Please... don't hurt me...

Le "beau gosse" populaire de l'école continuait ses tractions, voulant certainement se donner en spectacle. Ayant quelque peu appris à le connaître, je suis certain qu'il brûlait d'envie de se pavaner, à montrer ses muscles, laissant penser que j'allais me retrouver avec la bouche béante, à le mater tout en bavant, mais il pouvait se mettre le doigt dans l’œil !

Ou alors, il espérait me mettre mal à l'aise... Bien qu'il réussisse tout de même à instaurer ce sentiment, je tentais, tant bien que mal, à ne laisser paraître aucune émotion de la sorte.
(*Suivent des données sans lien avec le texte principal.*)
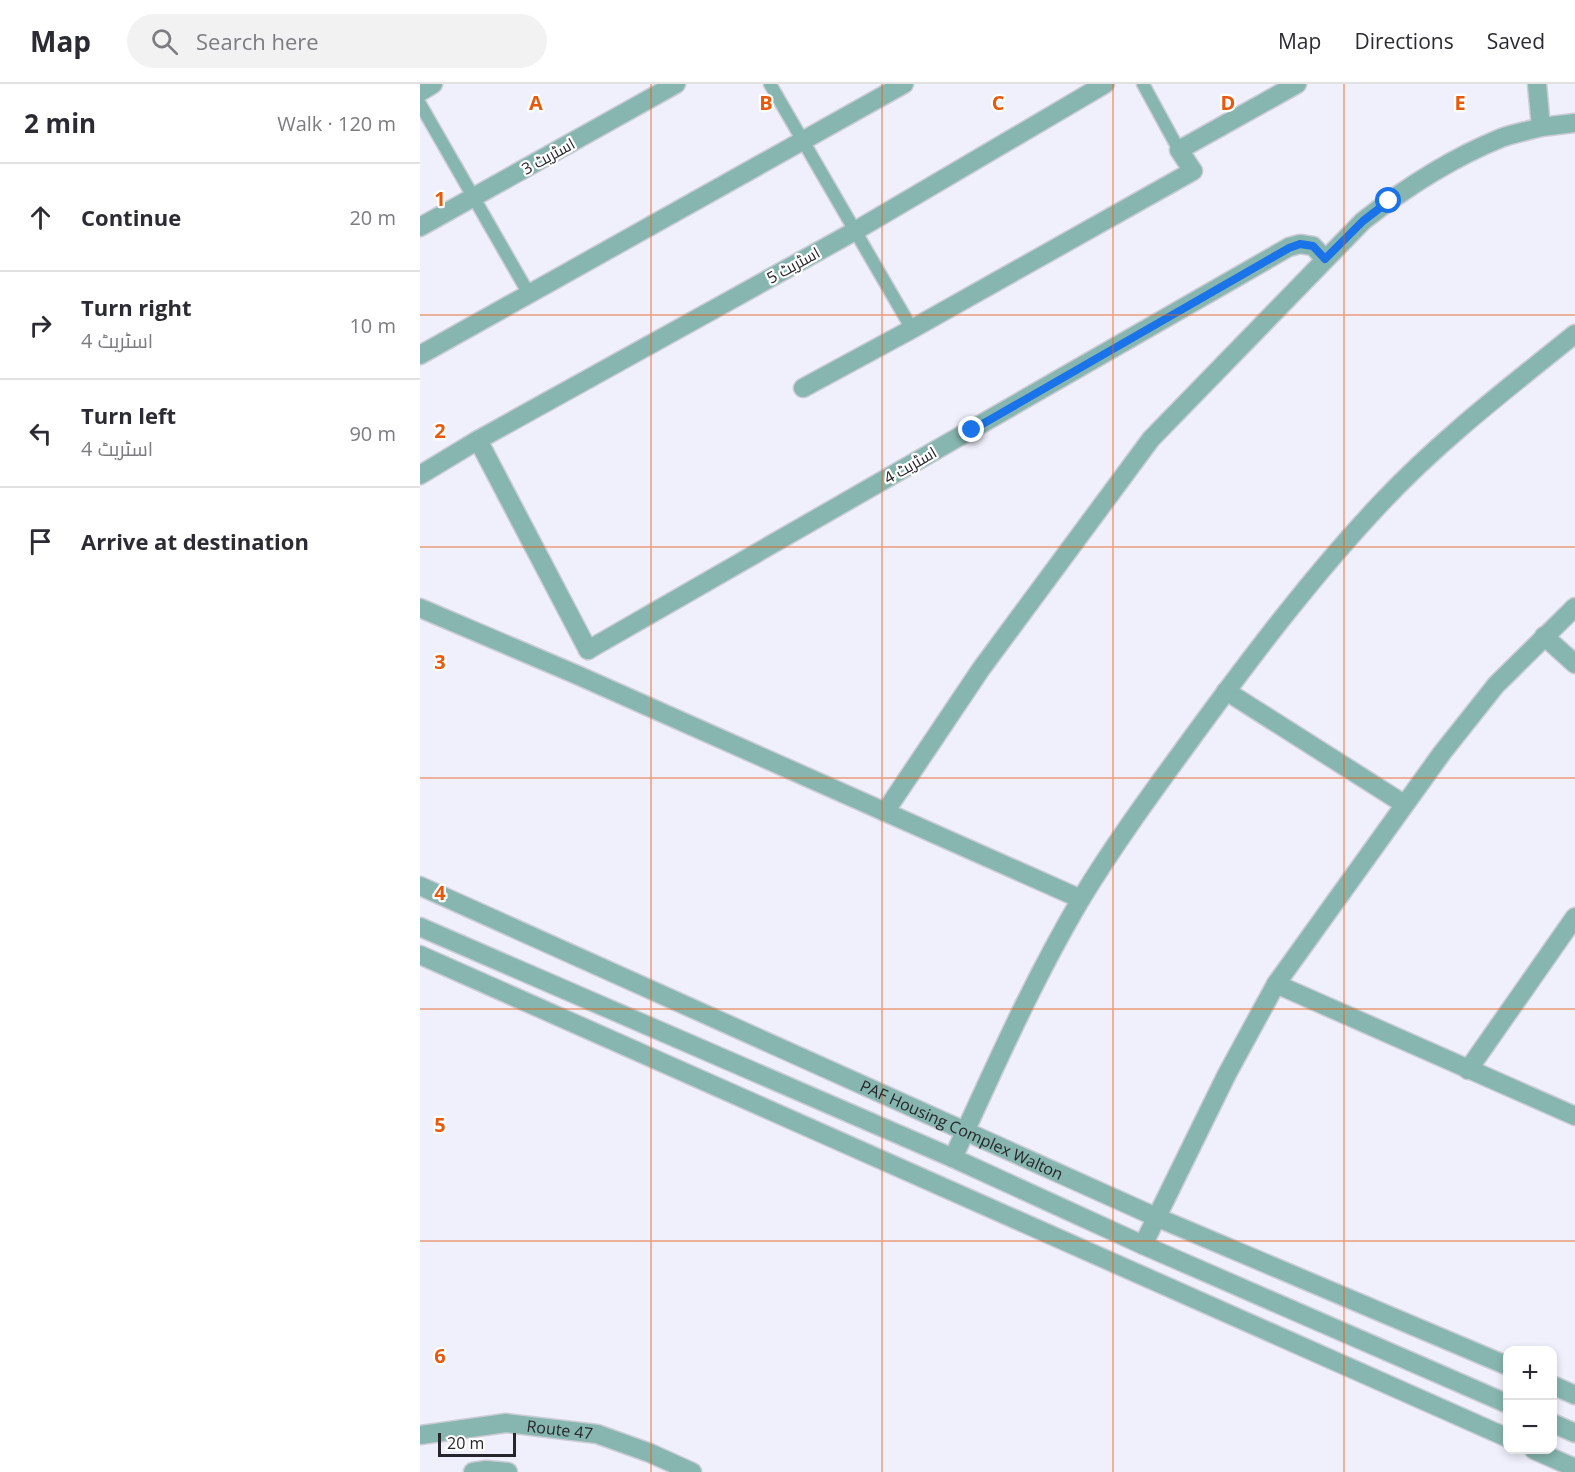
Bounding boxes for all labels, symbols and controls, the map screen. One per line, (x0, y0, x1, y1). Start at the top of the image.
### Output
search box (127, 14, 547, 68)
text: Map (30, 22, 91, 60)
icon: search (148, 25, 181, 58)
text: Search here (196, 26, 319, 56)
text: Map (1278, 27, 1321, 55)
text: Directions (1354, 27, 1454, 55)
text: Saved (1487, 27, 1545, 55)
text: A (529, 89, 543, 116)
text: B (759, 89, 773, 116)
text: C (992, 89, 1005, 116)
text: D (1221, 89, 1235, 116)
text: E (1454, 89, 1466, 116)
text: 2 min (24, 105, 96, 141)
text: Walk · 120 m (277, 110, 396, 137)
street label: اسٹریٹ 3 (517, 132, 579, 180)
text: 1 (434, 185, 446, 212)
route start (1375, 187, 1401, 213)
icon: ahead (24, 201, 57, 234)
text: Continue (81, 202, 181, 232)
text: 20 m (349, 204, 396, 231)
street label: اسٹریٹ 5 (762, 241, 824, 289)
text: Turn right (81, 292, 192, 322)
icon: right (24, 309, 57, 342)
text: 10 m (349, 312, 396, 339)
text: اسٹریٹ 4 (81, 327, 153, 354)
text: Turn left (81, 400, 176, 430)
route end (958, 416, 984, 442)
icon: left (24, 417, 57, 450)
text: 2 (434, 417, 446, 444)
text: 90 m (349, 420, 396, 447)
text: اسٹریٹ 4 (81, 435, 153, 462)
street label: اسٹریٹ 4 (880, 441, 940, 489)
icon: arrive (24, 525, 57, 558)
text: Arrive at destination (81, 526, 309, 556)
text: 3 (434, 648, 446, 675)
text: 4 (434, 879, 446, 906)
street label: PAF Housing Complex Walton (857, 1074, 1067, 1185)
text: 5 (434, 1111, 446, 1138)
text: 6 (434, 1342, 446, 1369)
map controls (1503, 1346, 1557, 1454)
button: + (1503, 1346, 1557, 1400)
button: − (1503, 1400, 1557, 1454)
street label: Route 47 (525, 1415, 594, 1444)
scale bar (438, 1430, 516, 1458)
text: 20 m (447, 1432, 484, 1454)

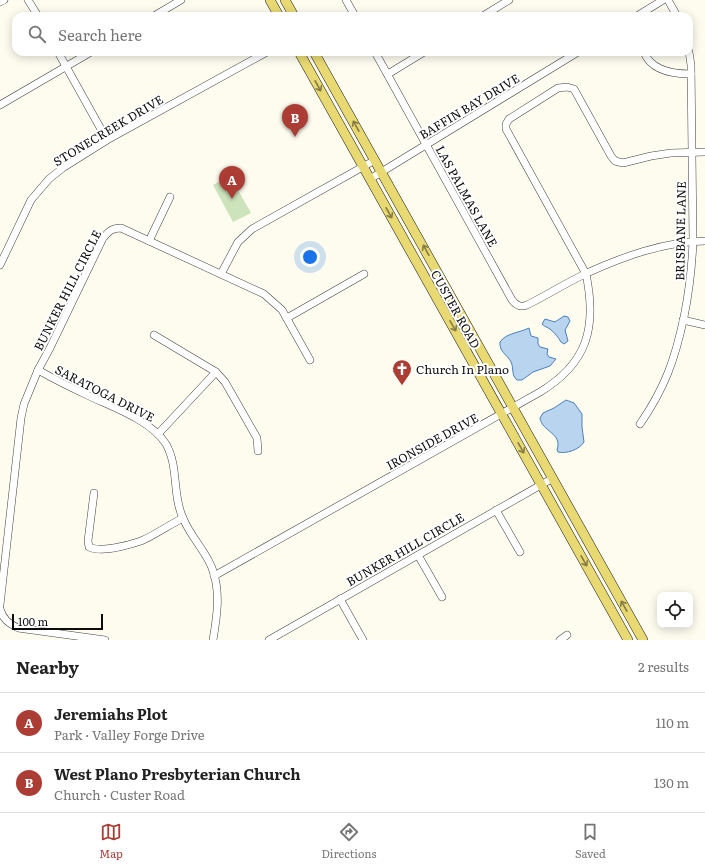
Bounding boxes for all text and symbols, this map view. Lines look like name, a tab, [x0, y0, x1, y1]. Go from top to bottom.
search box	[12, 12, 693, 56]
icon: search	[26, 23, 48, 45]
text: Search here	[58, 23, 142, 46]
street label: BAFFIN BAY DRIVE	[415, 69, 523, 143]
one-way arrow	[315, 80, 323, 92]
street label: STONECREEK DRIVE	[50, 90, 167, 170]
pin: B	[282, 104, 308, 137]
one-way arrow	[351, 120, 359, 132]
street label: LAS PALMAS LANE	[432, 142, 503, 250]
pin: A	[219, 166, 245, 199]
street label: BRISBANE LANE	[670, 181, 690, 281]
one-way arrow	[386, 207, 393, 219]
street label: BUNKER HILL CIRCLE	[29, 226, 105, 353]
one-way arrow	[421, 244, 429, 256]
your location	[300, 247, 320, 267]
street label: CUSTER ROAD	[427, 266, 485, 352]
one-way arrow	[449, 320, 457, 332]
church icon: Church In Plano	[391, 358, 413, 386]
street label: SARATOGA DRIVE	[52, 360, 158, 426]
place label: Church In Plano	[416, 360, 509, 378]
street label: IRONSIDE DRIVE	[383, 408, 482, 474]
one-way arrow	[518, 442, 526, 454]
street label: BUNKER HILL CIRCLE	[343, 508, 468, 590]
one-way arrow	[581, 555, 589, 567]
map controls	[657, 592, 693, 628]
button: locate	[657, 592, 693, 628]
one-way arrow	[620, 600, 628, 612]
scale bar	[12, 612, 103, 631]
text: 100 m	[18, 613, 48, 629]
text: Nearby	[16, 654, 79, 679]
text: 2 results	[638, 657, 689, 676]
text: Jeremiahs Plot	[54, 702, 168, 725]
text: A	[24, 713, 34, 732]
text: 110 m	[656, 713, 689, 732]
text: Park · Valley Forge Drive	[54, 725, 205, 744]
text: West Plano Presbyterian Church	[54, 762, 301, 785]
text: B	[25, 773, 33, 792]
text: 130 m	[654, 773, 689, 792]
text: Church · Custer Road	[54, 785, 185, 804]
tab: Map	[99, 821, 123, 861]
tab: Directions	[321, 821, 376, 861]
tab: Saved	[575, 821, 606, 861]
Il fallait que j'apprenne à me maîtriser et à prendre sur moi !

Quand j'y pense, je ne sais même plus ce que je fais là... en tête-à-tête avec lui... Ah oui, c'est vrai, j'y avais été obligé si je voulais tenir à la vie ! Je tournais un peu en rond dans la pièce, le regardant d'un air inquiet lorsqu'il s'était mis en position assise, la serviette posée dans la nuque, le corps trempé, à me fixer d'une drôle de manière. On dirait qu'il... qu'il me prenait pour son repas et il ne manquait plus qu'un coup de langue sur ses lèvres afin d'en confirmer mes pensées.
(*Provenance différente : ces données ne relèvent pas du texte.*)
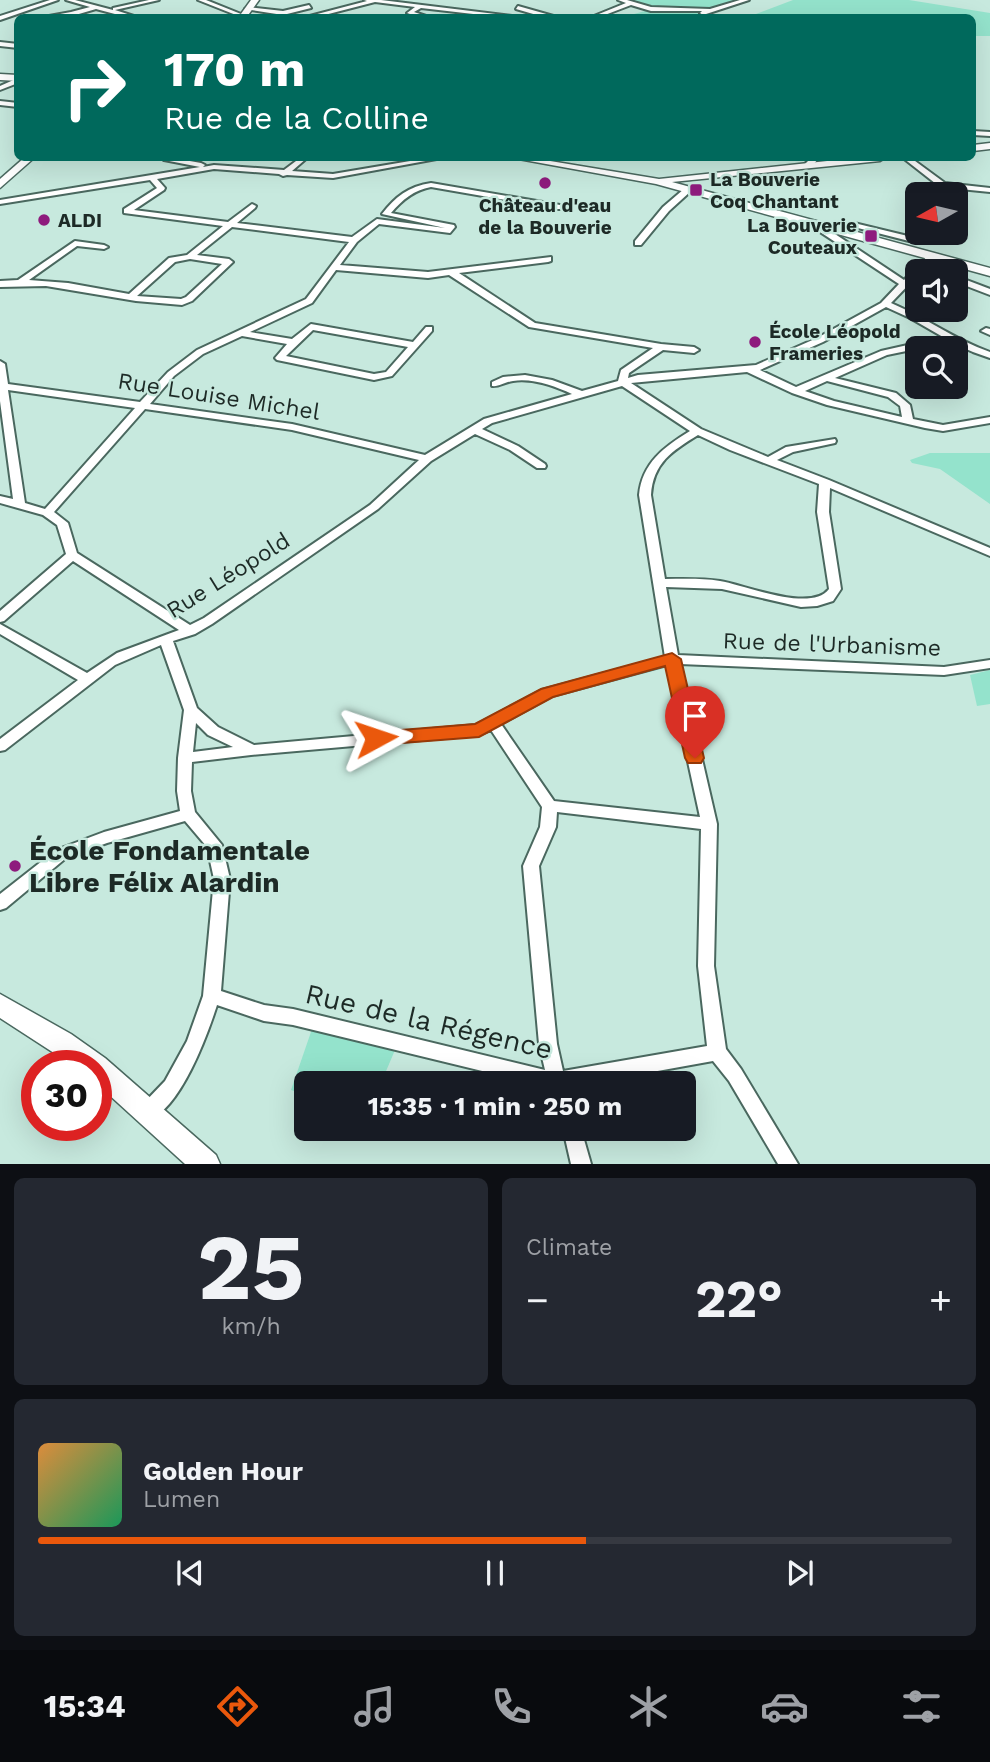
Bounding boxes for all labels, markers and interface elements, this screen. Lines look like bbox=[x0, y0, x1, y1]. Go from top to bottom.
text: 170 m bbox=[164, 40, 305, 98]
icon: right bbox=[49, 42, 140, 133]
text: Rue de la Colline bbox=[164, 99, 429, 137]
place label: La Bouverie Coq Chantant bbox=[710, 168, 839, 213]
marker: Château d'eau de la Bouverie bbox=[537, 175, 553, 191]
marker: La Bouverie Coq Chantant bbox=[688, 182, 704, 198]
north arrow bbox=[905, 182, 968, 245]
map controls bbox=[905, 182, 968, 399]
place label: Château d'eau de la Bouverie bbox=[478, 194, 612, 239]
place label: ALDI bbox=[58, 209, 102, 232]
marker: ALDI bbox=[36, 212, 52, 228]
place label: La Bouverie Couteaux bbox=[747, 214, 858, 259]
marker: La Bouverie Couteaux bbox=[863, 228, 879, 244]
button: sound bbox=[905, 259, 968, 322]
place label: École Léopold Frameries bbox=[769, 320, 901, 365]
marker: École Léopold Frameries bbox=[747, 334, 763, 350]
button: search bbox=[905, 336, 968, 399]
street label: Rue Louise Michel bbox=[116, 367, 322, 426]
street label: Rue Léopold bbox=[162, 527, 295, 624]
street label: Rue de l'Urbanisme bbox=[722, 627, 942, 662]
pin bbox=[665, 686, 725, 758]
icon: arrive bbox=[676, 697, 714, 735]
position arrow bbox=[339, 701, 413, 775]
place label: École Fondamentale Libre Félix Alardin bbox=[29, 834, 310, 899]
marker: École Fondamentale Libre Félix Alardin bbox=[7, 858, 23, 874]
street label: Rue de la Régence bbox=[302, 977, 556, 1066]
speed limit sign: 30 bbox=[21, 1050, 112, 1141]
text: 15:35 · 1 min · 250 m bbox=[368, 1091, 622, 1121]
text: 25 bbox=[197, 1214, 305, 1321]
text: Climate bbox=[526, 1234, 612, 1261]
text: 22° bbox=[695, 1269, 783, 1330]
text: − bbox=[526, 1278, 549, 1322]
text: + bbox=[929, 1278, 952, 1322]
text: km/h bbox=[221, 1313, 281, 1340]
text: Golden Hour bbox=[143, 1456, 303, 1486]
text: Lumen bbox=[143, 1486, 220, 1513]
icon: previous bbox=[171, 1554, 209, 1592]
icon: pause bbox=[476, 1554, 514, 1592]
icon: next bbox=[781, 1554, 819, 1592]
icon: directions bbox=[213, 1682, 262, 1731]
icon: music bbox=[350, 1682, 399, 1731]
icon: phone bbox=[487, 1682, 536, 1731]
icon: climate bbox=[624, 1682, 673, 1731]
icon: car bbox=[760, 1682, 809, 1731]
icon: filters bbox=[897, 1682, 946, 1731]
text: 15:34 bbox=[44, 1687, 126, 1725]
Je ne tournais que très légèrement la tête, un sourire anxieux aux lèvres, comme pour lui demander ce qu'il avait à me regarder de cette façon. Sans que je n'eus à utiliser la voix, il m'annonça qu'il avait récupéré tout ce que j'avais raté durant ces quatre jours d'absence.

D'un côté, j'étais soulagé, car je n'avais pas à courir après tous les professeurs pour recevoir tout ce qu'il y avait à faire, mais d'un autre côté, je me disais... Pourquoi c'est à lui qu'on confie ce job... ? Sérieusement, tout ce qui me concerne se rattache automatiquement à lui ! Bientôt ça sera le travail en duo ? Ou alors, d'autres activités scolaires ensemble ? Et peut-être qu'une chouette inspiration pourrait résulter sur la cohabitation de la chambre lors d'un voyage scolaire, tant qu'ils y sont ?!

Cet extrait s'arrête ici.